Однако же я почувствовал, что со мной творится неладное. В ужасе, который сродни ужасу падающего в бездну, я попытался найти опору, найти ее там, где она казалась мне ближе всего — в моем имени, но имени моего я не нашел. Мое имя исчезло, я оторвался от своего имени, я не знал более, кто я, я едва ли еще существовал.
Но кое-что другое я все-таки понял: значит, дело дрянь. Как человек, который умер и знает, что он умер. Как человек, которого не существует.
Об ужасе говорят как о каком-то злополучии, которого следует опасаться. Это верно, но ужас может быть и целителем. Если, низвергаясь в пропасть, ты почувствуешь, что оторвался от самого себя, то ужас перевернет тебя в падении, и ты пролетишь мимо острых скал, мимо корней и нависающих трав, мимо всего, за что можно зацепиться на земле, с которой летишь в безмерные глубины, если уж ты сорвался в пропасть.
Я догадывался, я чувствовал, я понимал, что я, если хочу сохранить свою жизнь, должен вновь обрести свое имя, и опыт моей далекой прежней жизни подсказал мне ловкий ход: начать откуда-то издалека, с малого, с наименования окружающих предметов и тем самым как бы неумышленно наладить то, что зовется памятью.

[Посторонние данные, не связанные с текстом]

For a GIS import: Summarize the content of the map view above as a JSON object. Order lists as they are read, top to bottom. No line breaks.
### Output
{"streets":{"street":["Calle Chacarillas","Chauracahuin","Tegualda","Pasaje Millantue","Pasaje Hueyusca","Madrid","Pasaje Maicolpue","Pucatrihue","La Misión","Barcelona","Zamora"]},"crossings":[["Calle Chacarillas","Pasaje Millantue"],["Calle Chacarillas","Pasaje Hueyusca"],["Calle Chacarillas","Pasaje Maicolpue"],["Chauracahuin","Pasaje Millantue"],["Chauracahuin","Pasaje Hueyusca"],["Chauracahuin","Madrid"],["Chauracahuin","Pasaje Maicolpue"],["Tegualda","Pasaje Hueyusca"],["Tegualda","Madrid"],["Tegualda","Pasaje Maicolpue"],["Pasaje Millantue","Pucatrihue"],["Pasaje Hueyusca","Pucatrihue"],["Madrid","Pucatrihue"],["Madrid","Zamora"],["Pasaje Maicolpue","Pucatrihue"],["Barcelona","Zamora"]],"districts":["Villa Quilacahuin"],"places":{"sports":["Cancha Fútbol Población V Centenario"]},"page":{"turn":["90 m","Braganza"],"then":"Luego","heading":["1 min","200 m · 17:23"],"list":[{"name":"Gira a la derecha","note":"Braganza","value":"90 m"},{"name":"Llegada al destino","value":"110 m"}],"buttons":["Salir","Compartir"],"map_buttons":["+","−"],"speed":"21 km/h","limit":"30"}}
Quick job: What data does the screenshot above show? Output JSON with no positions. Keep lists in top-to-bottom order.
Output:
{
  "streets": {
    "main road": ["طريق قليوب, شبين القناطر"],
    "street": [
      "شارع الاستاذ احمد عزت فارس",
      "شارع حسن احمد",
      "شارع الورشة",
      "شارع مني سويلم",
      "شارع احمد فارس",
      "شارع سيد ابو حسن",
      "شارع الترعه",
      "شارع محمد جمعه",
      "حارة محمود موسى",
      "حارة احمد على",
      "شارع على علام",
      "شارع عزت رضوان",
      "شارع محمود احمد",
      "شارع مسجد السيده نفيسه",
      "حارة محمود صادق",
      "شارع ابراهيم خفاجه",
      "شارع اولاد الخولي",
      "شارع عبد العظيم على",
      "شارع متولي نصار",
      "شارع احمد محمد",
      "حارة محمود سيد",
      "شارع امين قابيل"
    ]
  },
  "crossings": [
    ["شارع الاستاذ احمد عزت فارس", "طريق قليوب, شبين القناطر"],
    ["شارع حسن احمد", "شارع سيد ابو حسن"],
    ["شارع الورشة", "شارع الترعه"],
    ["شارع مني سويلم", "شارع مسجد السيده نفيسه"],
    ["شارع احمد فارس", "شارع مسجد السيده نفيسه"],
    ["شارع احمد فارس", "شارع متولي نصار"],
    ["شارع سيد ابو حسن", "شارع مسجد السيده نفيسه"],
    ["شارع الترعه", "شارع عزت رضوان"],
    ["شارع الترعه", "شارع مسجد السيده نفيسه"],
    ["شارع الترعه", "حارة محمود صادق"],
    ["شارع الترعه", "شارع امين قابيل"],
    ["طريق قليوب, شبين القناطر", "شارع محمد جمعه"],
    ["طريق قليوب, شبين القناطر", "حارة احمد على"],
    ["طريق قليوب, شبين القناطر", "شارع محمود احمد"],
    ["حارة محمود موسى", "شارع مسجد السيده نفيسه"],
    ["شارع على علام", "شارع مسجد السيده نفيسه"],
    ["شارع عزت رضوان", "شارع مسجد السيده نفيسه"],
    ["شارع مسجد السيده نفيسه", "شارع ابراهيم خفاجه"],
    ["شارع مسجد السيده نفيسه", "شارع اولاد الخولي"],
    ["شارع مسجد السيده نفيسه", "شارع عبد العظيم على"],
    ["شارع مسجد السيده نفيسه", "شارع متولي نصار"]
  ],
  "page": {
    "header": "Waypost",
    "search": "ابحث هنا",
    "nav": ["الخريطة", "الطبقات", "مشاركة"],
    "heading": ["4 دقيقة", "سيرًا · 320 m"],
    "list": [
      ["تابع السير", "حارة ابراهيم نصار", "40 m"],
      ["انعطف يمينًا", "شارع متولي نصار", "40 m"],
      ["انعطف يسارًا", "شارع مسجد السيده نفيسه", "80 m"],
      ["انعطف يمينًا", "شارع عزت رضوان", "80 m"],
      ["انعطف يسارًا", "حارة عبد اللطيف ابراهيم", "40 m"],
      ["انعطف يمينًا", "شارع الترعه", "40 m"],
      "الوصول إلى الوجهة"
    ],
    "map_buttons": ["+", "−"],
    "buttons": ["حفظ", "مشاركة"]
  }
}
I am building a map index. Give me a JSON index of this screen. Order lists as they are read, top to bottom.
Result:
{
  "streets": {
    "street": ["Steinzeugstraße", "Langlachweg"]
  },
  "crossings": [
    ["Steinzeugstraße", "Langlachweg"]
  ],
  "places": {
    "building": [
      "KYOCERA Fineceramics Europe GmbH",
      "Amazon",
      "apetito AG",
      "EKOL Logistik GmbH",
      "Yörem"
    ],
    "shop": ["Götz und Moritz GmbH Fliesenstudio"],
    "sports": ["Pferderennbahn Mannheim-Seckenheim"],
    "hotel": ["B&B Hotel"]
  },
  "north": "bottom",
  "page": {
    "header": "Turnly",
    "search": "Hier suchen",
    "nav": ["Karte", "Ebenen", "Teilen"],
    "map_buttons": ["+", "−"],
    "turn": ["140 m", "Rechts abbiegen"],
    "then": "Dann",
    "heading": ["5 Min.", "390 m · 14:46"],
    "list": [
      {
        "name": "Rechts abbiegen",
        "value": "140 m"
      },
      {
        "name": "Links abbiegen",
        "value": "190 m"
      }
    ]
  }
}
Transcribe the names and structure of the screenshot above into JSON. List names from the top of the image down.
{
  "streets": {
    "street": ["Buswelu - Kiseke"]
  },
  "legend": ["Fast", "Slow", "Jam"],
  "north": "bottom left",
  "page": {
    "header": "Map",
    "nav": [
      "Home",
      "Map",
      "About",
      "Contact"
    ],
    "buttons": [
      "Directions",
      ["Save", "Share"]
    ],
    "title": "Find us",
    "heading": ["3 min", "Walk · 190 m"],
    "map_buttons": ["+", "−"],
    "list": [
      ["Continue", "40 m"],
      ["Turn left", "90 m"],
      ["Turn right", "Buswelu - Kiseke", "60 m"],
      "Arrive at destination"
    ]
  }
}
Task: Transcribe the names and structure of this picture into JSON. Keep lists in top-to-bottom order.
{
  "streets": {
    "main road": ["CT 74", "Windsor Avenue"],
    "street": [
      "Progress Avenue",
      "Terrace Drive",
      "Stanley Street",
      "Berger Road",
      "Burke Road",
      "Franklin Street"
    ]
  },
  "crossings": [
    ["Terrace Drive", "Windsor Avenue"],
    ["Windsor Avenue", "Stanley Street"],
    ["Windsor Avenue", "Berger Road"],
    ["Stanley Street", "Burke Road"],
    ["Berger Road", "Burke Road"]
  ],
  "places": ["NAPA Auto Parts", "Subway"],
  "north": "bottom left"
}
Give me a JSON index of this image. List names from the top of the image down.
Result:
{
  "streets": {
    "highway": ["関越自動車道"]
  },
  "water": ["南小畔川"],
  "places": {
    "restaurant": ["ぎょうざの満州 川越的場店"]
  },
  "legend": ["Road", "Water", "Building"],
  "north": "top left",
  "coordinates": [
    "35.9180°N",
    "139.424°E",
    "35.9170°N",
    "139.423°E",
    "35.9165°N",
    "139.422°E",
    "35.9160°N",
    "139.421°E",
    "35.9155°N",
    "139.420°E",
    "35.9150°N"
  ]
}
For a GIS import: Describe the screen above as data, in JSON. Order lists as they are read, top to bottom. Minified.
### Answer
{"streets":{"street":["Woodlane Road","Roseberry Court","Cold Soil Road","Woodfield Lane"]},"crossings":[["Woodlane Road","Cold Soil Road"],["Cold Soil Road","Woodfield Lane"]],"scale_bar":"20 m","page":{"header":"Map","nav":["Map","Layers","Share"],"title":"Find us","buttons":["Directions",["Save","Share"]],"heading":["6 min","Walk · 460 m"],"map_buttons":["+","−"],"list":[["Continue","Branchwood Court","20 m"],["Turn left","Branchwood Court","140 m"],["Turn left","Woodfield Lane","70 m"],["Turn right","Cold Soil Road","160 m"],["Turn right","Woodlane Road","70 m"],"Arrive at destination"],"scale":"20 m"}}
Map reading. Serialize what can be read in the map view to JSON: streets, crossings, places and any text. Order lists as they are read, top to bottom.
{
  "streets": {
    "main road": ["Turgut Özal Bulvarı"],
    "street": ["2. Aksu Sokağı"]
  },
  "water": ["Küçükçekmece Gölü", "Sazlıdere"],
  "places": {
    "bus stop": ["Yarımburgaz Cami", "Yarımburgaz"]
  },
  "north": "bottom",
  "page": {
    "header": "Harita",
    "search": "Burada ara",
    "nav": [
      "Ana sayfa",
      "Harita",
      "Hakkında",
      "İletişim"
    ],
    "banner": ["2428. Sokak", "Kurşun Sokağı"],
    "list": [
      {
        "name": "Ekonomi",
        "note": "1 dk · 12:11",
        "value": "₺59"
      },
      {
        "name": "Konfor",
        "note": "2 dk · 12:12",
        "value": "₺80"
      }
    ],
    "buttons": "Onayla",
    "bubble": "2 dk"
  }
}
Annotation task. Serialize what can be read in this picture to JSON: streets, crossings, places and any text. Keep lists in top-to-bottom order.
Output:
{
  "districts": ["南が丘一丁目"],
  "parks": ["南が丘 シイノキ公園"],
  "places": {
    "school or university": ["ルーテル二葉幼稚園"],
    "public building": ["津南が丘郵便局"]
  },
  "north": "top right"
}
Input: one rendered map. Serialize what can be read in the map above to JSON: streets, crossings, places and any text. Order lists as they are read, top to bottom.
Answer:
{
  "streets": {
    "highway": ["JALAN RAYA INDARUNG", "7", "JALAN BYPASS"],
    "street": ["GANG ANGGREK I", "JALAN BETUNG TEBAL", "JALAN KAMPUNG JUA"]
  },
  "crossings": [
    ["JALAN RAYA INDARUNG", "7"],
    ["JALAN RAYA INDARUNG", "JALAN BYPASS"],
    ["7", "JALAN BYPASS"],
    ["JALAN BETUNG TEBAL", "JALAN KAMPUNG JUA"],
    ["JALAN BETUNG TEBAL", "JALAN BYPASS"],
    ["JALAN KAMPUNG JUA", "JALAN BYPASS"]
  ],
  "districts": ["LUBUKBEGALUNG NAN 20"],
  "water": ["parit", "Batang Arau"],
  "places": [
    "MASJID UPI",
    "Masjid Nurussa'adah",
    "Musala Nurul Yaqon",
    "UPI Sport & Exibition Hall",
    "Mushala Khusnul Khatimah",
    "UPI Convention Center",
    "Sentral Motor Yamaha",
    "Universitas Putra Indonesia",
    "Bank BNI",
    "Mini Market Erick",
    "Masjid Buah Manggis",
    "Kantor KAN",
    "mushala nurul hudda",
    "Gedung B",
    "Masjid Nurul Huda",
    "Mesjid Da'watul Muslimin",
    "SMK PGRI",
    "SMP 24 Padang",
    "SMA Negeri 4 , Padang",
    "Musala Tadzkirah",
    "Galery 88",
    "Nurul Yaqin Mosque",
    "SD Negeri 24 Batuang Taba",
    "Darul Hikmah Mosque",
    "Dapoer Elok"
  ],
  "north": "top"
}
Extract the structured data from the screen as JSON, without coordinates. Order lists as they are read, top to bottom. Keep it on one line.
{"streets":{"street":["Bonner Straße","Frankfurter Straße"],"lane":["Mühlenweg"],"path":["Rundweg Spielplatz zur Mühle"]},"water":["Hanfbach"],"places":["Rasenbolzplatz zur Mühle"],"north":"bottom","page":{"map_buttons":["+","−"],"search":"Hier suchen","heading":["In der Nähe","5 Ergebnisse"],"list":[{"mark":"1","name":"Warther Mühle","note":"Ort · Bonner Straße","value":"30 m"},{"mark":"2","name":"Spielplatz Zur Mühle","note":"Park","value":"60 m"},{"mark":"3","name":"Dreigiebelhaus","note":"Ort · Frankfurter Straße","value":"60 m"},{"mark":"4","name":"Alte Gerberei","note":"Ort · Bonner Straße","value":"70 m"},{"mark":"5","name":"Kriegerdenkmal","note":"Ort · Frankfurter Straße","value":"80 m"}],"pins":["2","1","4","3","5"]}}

Вон та штриховка, снизу вверх штрихи видятся четко, но, разбегаясь в стороны, они путаются, переплетаются, сливаются — ага, это наша ограда. А водяное пятно на дворе — лужа. Еще мы знаем пруды, озера, моря. Мы знаем также ручьи и реки. Мы знаем болота, и канавы, и океаны, и дельты. Мы знаем искусственные моря, колодцы и трясины. Колодцы бывают шахтные, колодцы бывают с журавлем. А еще есть артезианские.